Tile-look textured panels have grown right alongside this. Hotels still want the look of tile or natural stone in the bathroom, but they don’t want the headache that comes with it, and panel finishes have come a long way. Mincey says subway-tile patterns, large-format stone looks, and textured finishes that read as the real thing are all moving steadily. 

There’s also a longer view that more ownership groups are taking. A bathroom specified with durable, brand-approved materials is an asset when a property eventually trades hands. Buyers and appraisers notice the difference between a bathroom that has held up and one that has been patched together over the years. For operators thinking about the full ownership arc and not just the next flag renewal, timeless bathroom finishes that stay in spec for fifteen to twenty years are a meaningful part of the property’s story at sale. 

Domestic sourcing is another spot where attitudes have changed. Lead times on imported bathroom goods have been a bit of a mess since 2021, and tariffs on overseas ceramics and stone have made budgeting harder. Developers who used to default to offshore for the price tag are now doing the full math, including shipping risk, duty, and what a slipped schedule actually costs. For a project tied to a seasonal reopening, one late shower delivery can knock the whole phase sideways. 
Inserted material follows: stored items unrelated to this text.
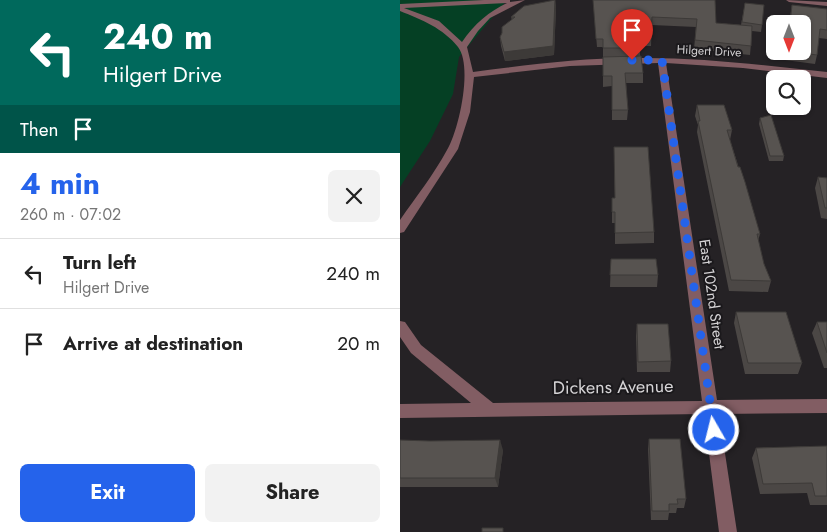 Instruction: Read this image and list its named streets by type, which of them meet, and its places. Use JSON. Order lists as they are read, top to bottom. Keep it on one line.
{"streets":{"street":["Hilgert Drive","East 102nd Street","Dickens Avenue"]},"crossings":[["Hilgert Drive","East 102nd Street"],["East 102nd Street","Dickens Avenue"]],"north":"bottom","page":{"turn":["240 m","Hilgert Drive"],"then":"Then","heading":["4 min","260 m · 07:02"],"list":[{"name":"Turn left","note":"Hilgert Drive","value":"240 m"},{"name":"Arrive at destination","value":"20 m"}],"buttons":["Exit","Share"]}} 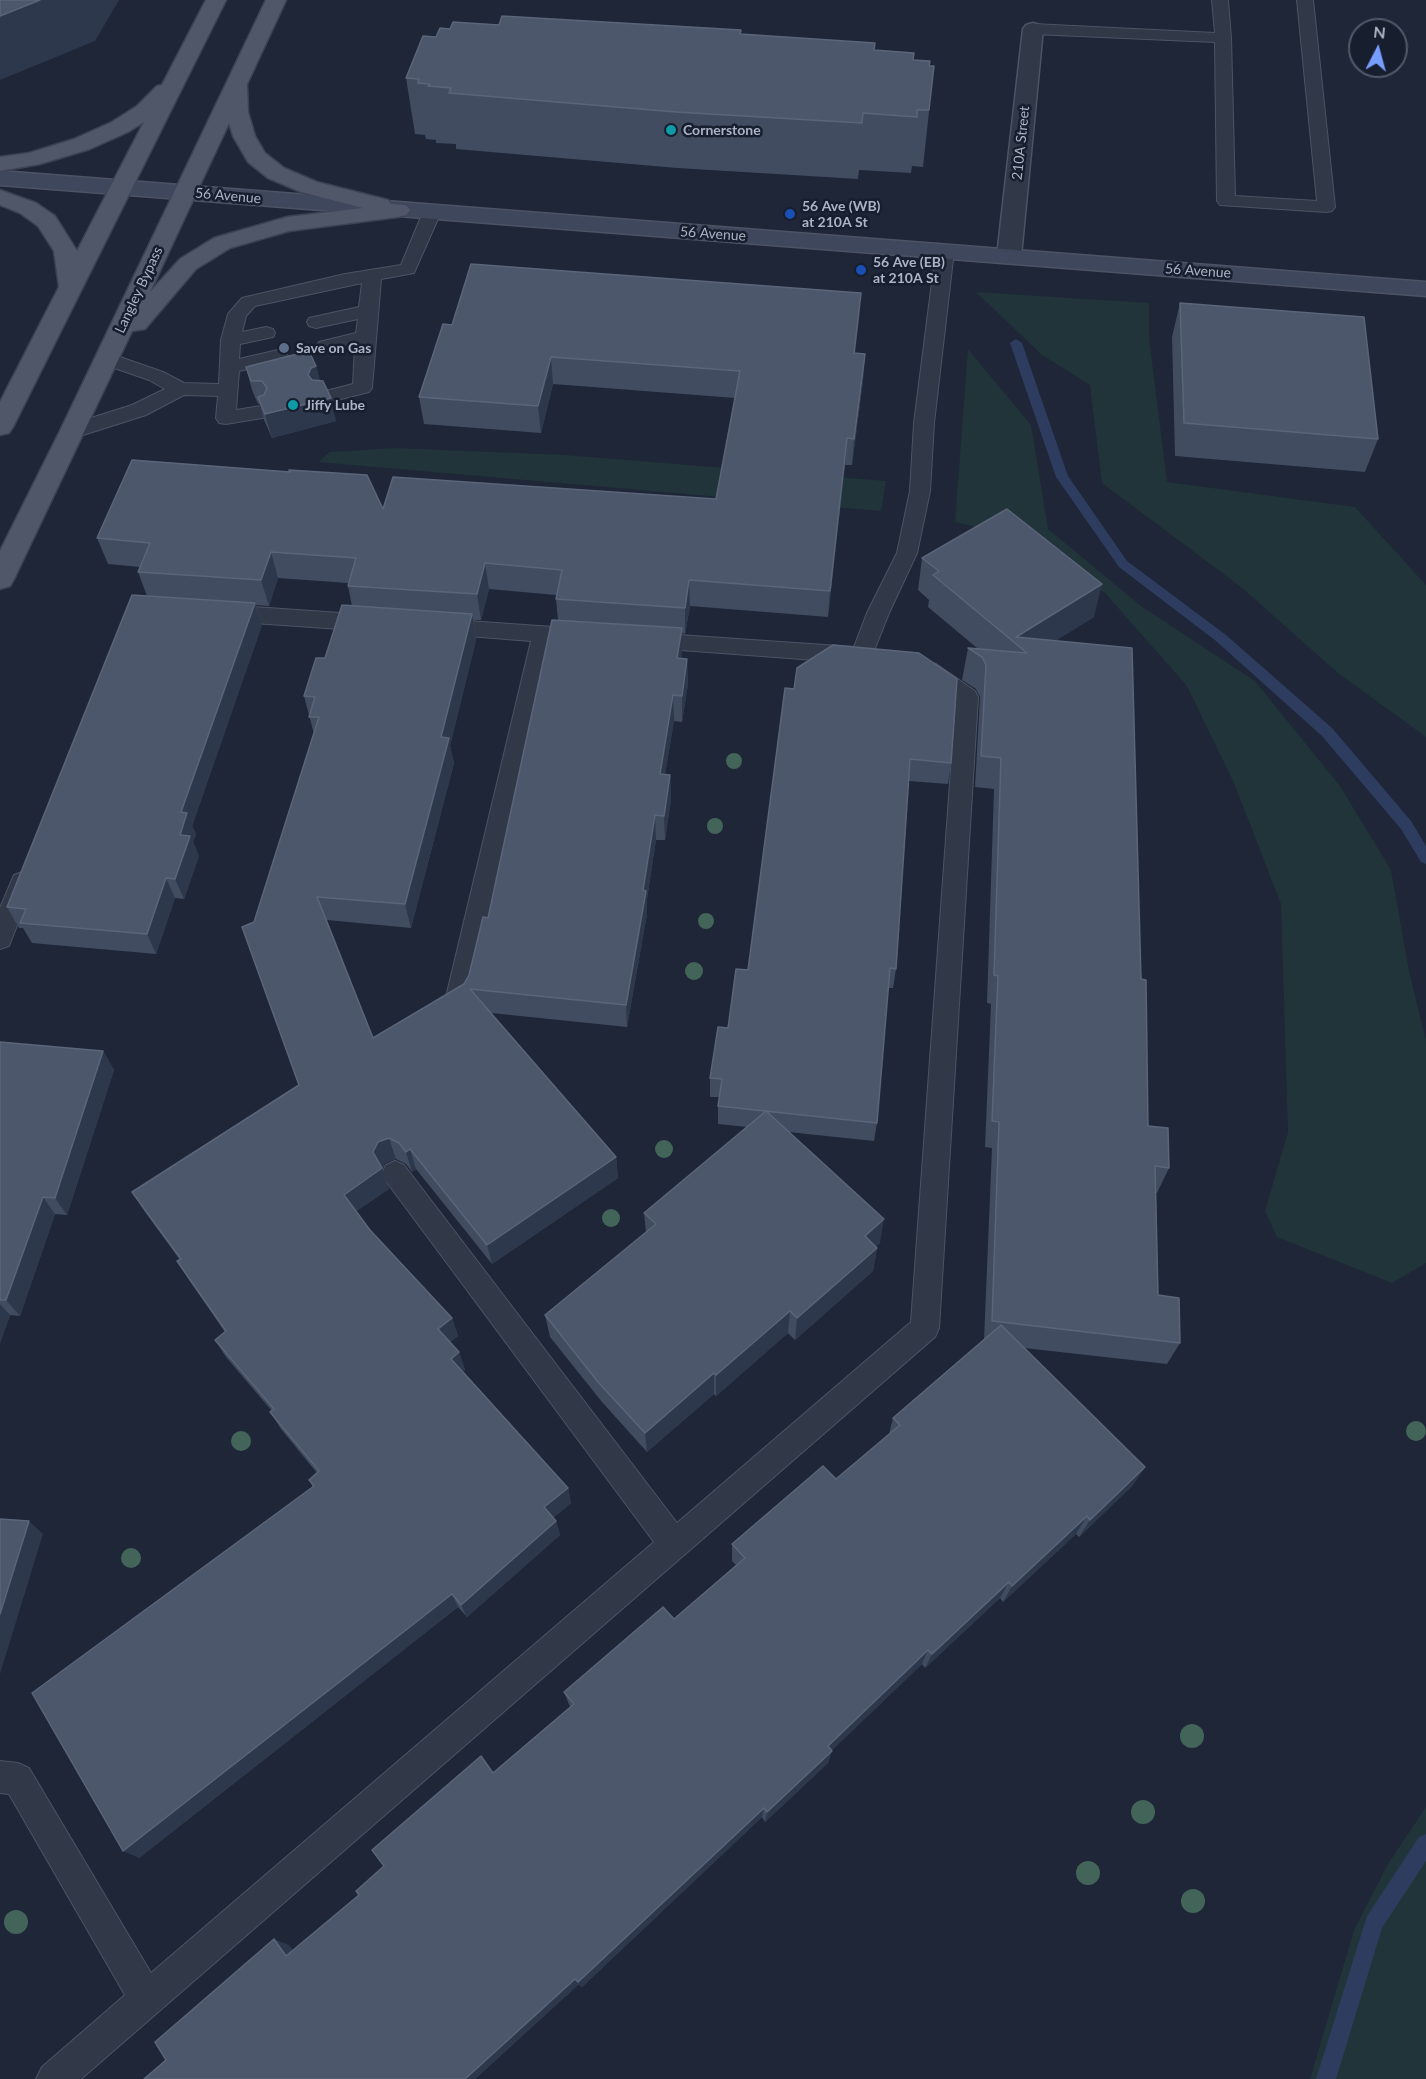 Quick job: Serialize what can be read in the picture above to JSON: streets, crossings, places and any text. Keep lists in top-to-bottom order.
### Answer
{
  "streets": {
    "main road": ["56 Avenue", "Langley Bypass"],
    "street": ["210A Street"]
  },
  "crossings": [
    ["210A Street", "56 Avenue"],
    ["56 Avenue", "Langley Bypass"]
  ],
  "places": [
    "Cornerstone",
    "56 Ave (WB) at 210A St",
    "56 Ave (EB) at 210A St",
    "Save on Gas",
    "Jiffy Lube"
  ],
  "north": "top"
}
“Made in the USA used to be a nice-to-have for most of our customers,” the representative added. “Now it’s pretty close to non-negotiable. When a hotel has a soft opening on the calendar and marketing has already gone out, the numbers on offshore sourcing don’t look the way they did a few years ago.”

Accessibility specs have picked up, too. Senior living, extended-stay, and accessible-room categories are pushing demand for low-threshold pans, slip-resistant surfaces, and proper grab-bar mounting built into the wall. ADA has shaped a portion of every hotel’s room mix for a long time, but Mincey says more brands are now going past the minimums, partly because travelers are getting older and partly because accessible rooms get booked by plenty of people who don’t formally need them. 
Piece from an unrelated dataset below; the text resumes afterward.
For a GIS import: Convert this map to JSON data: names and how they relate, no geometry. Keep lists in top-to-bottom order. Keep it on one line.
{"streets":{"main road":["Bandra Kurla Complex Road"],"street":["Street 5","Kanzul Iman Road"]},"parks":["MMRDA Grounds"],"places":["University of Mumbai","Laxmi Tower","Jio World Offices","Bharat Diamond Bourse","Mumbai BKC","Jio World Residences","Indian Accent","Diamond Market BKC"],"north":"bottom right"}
How renovations get planned has also changed. The old seven-to-ten-year full guestroom refresh is still around, but several brands are running more frequent partial refreshes, with Owners want updated finishes without losing a room for two weeks, and that has pushed demand toward panel systems that go in fast.

Multifamily and student housing are running a similar play. Both deal with constant turnover and tight schedules, and both have moved toward materials that small crews can install without drama. Mincey says volume in both segments is up, with student housing in particular working against summer turnover windows that leave almost no margin for delays. 
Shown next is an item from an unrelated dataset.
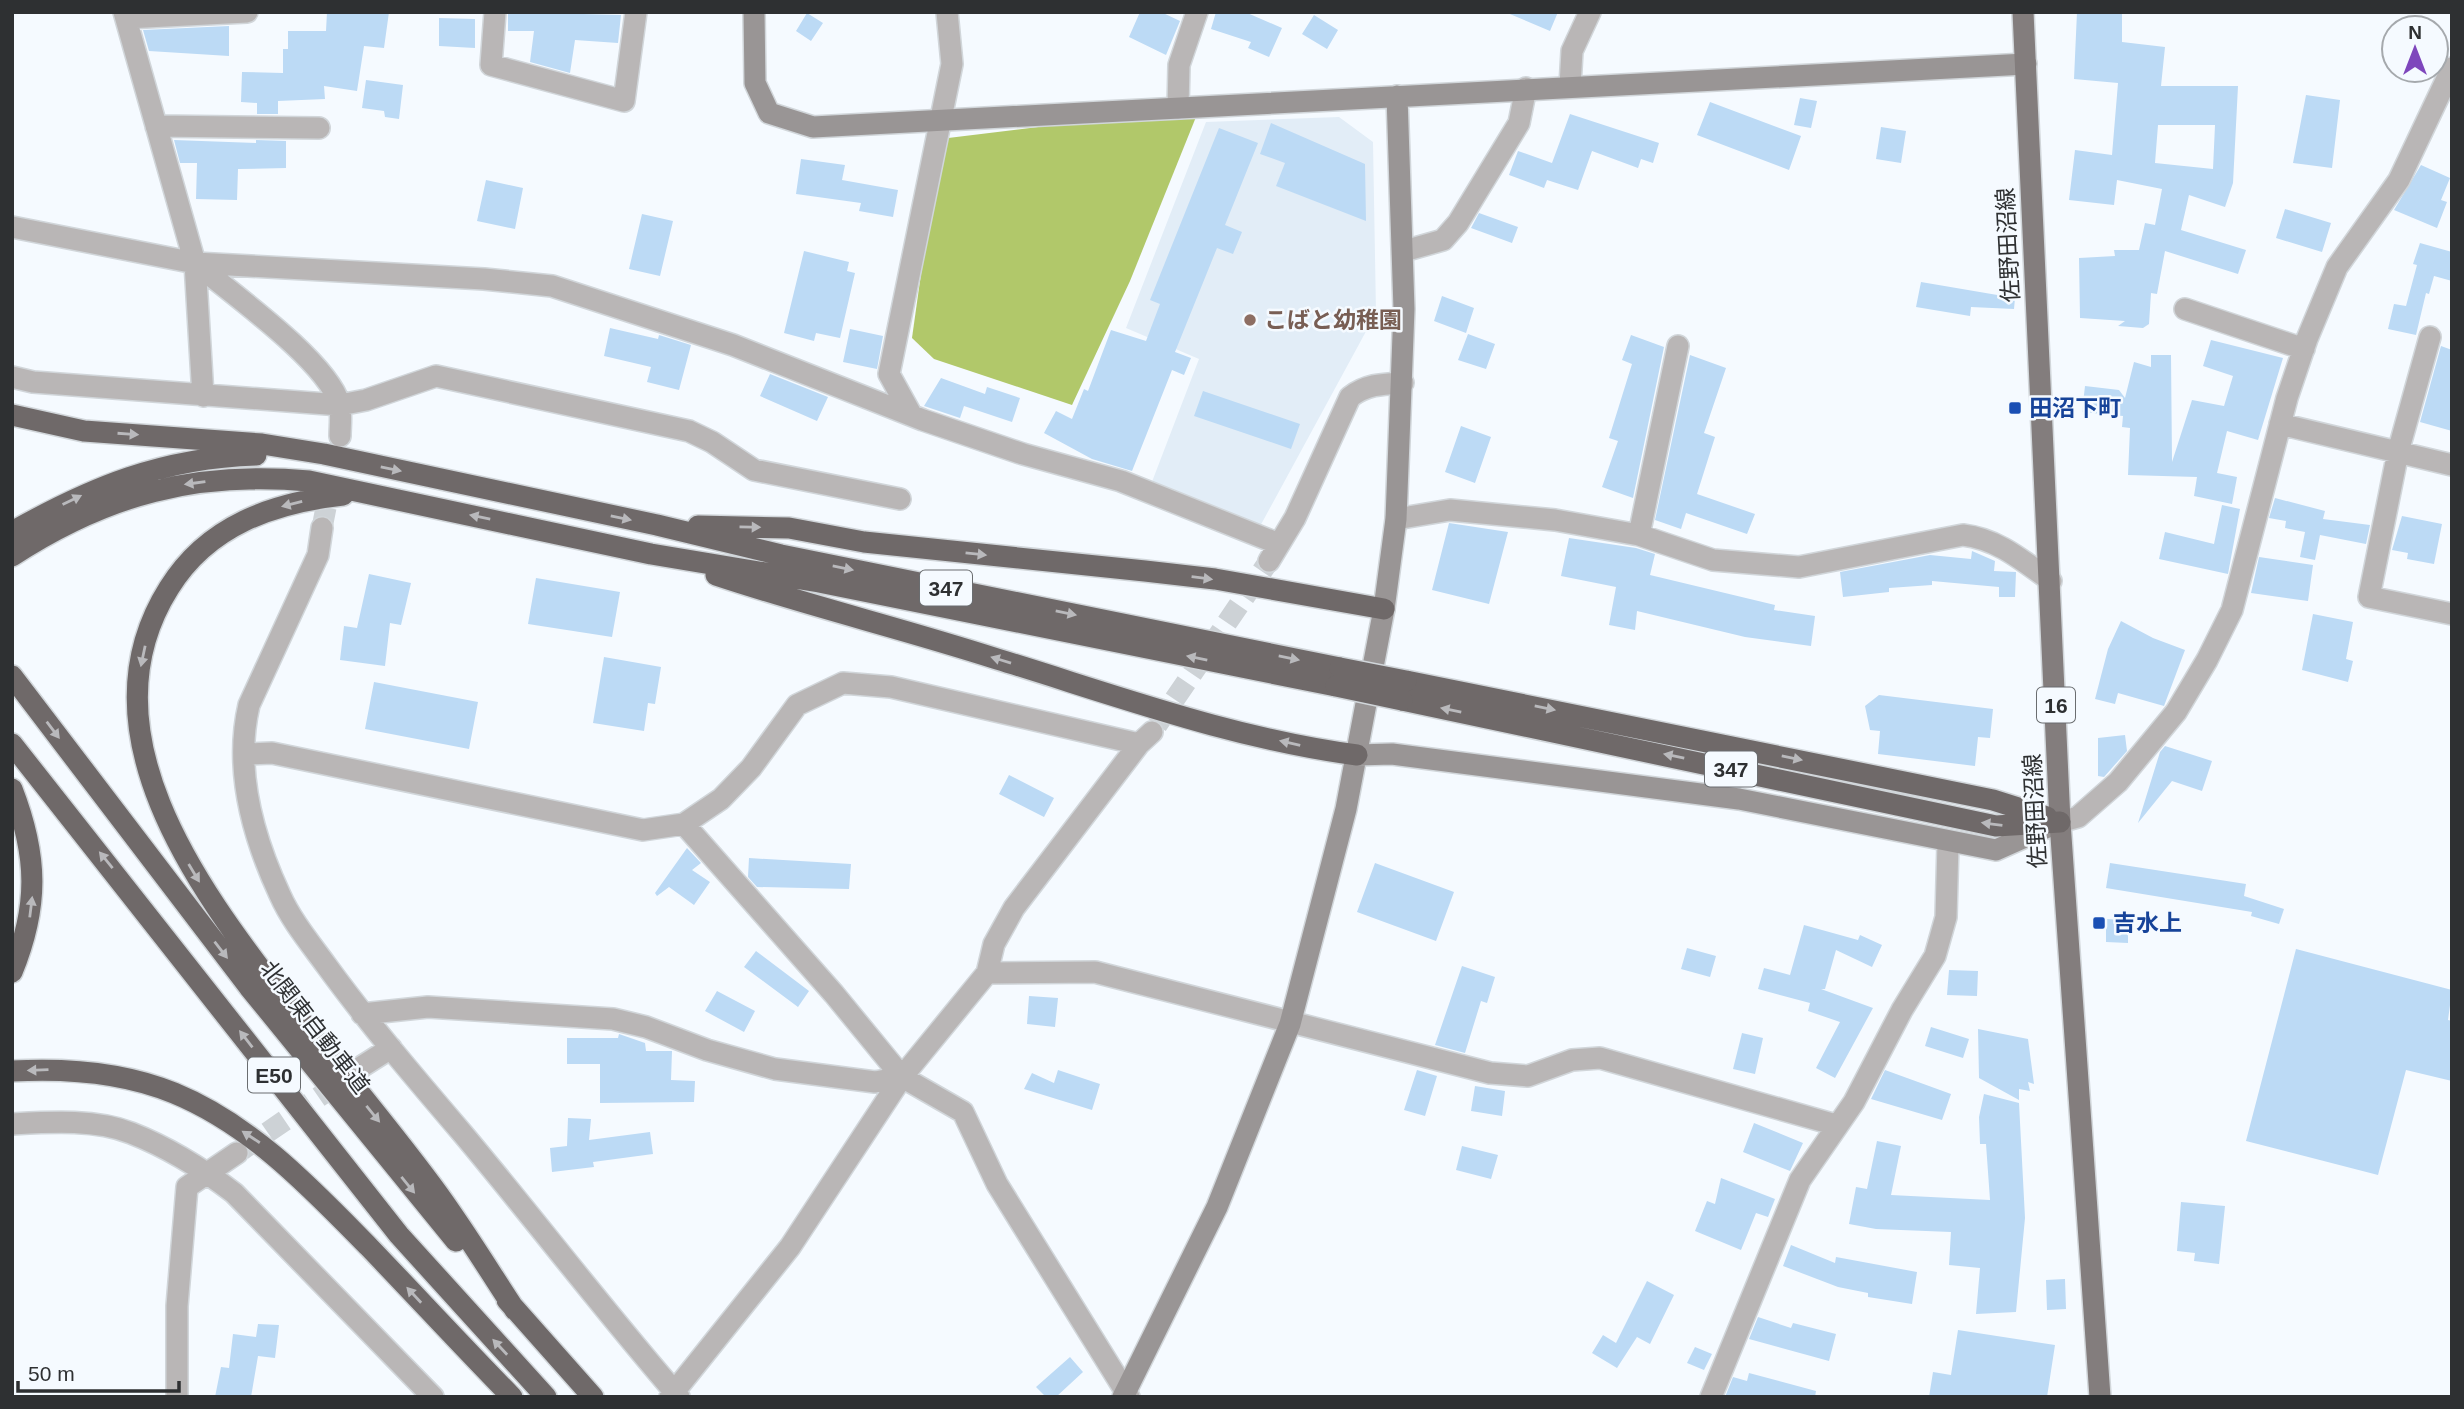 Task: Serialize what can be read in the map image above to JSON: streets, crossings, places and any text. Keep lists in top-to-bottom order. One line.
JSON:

There’s an operational reason for the shift, too. Property managers are looking harder at lifecycle costs and not just sticker price. A cheap enclosure that needs replacing in five years rarely beats a more durable one that lasts fifteen or twenty, once you do the full math. 

Mincey expects this renovation cycle to be one of the more active the company has seen. The company and a state-of-the-art manufacturing facility in Gainesville, Georgia built for the compressed schedules that conversion projects demand. The bigger point, the representative noted, is that the foundation was already there. 

“We’ve been the brand standard for Marriott, IHG, and Hilton for a long time,” the representative said. “What’s different right now is the pace; conversion activity is bringing a lot of projects to market fast, and ownership groups want a bathroom product they can trust to meet flag requirements, hold up over time, and not become a maintenance problem. That’s always been what we do.”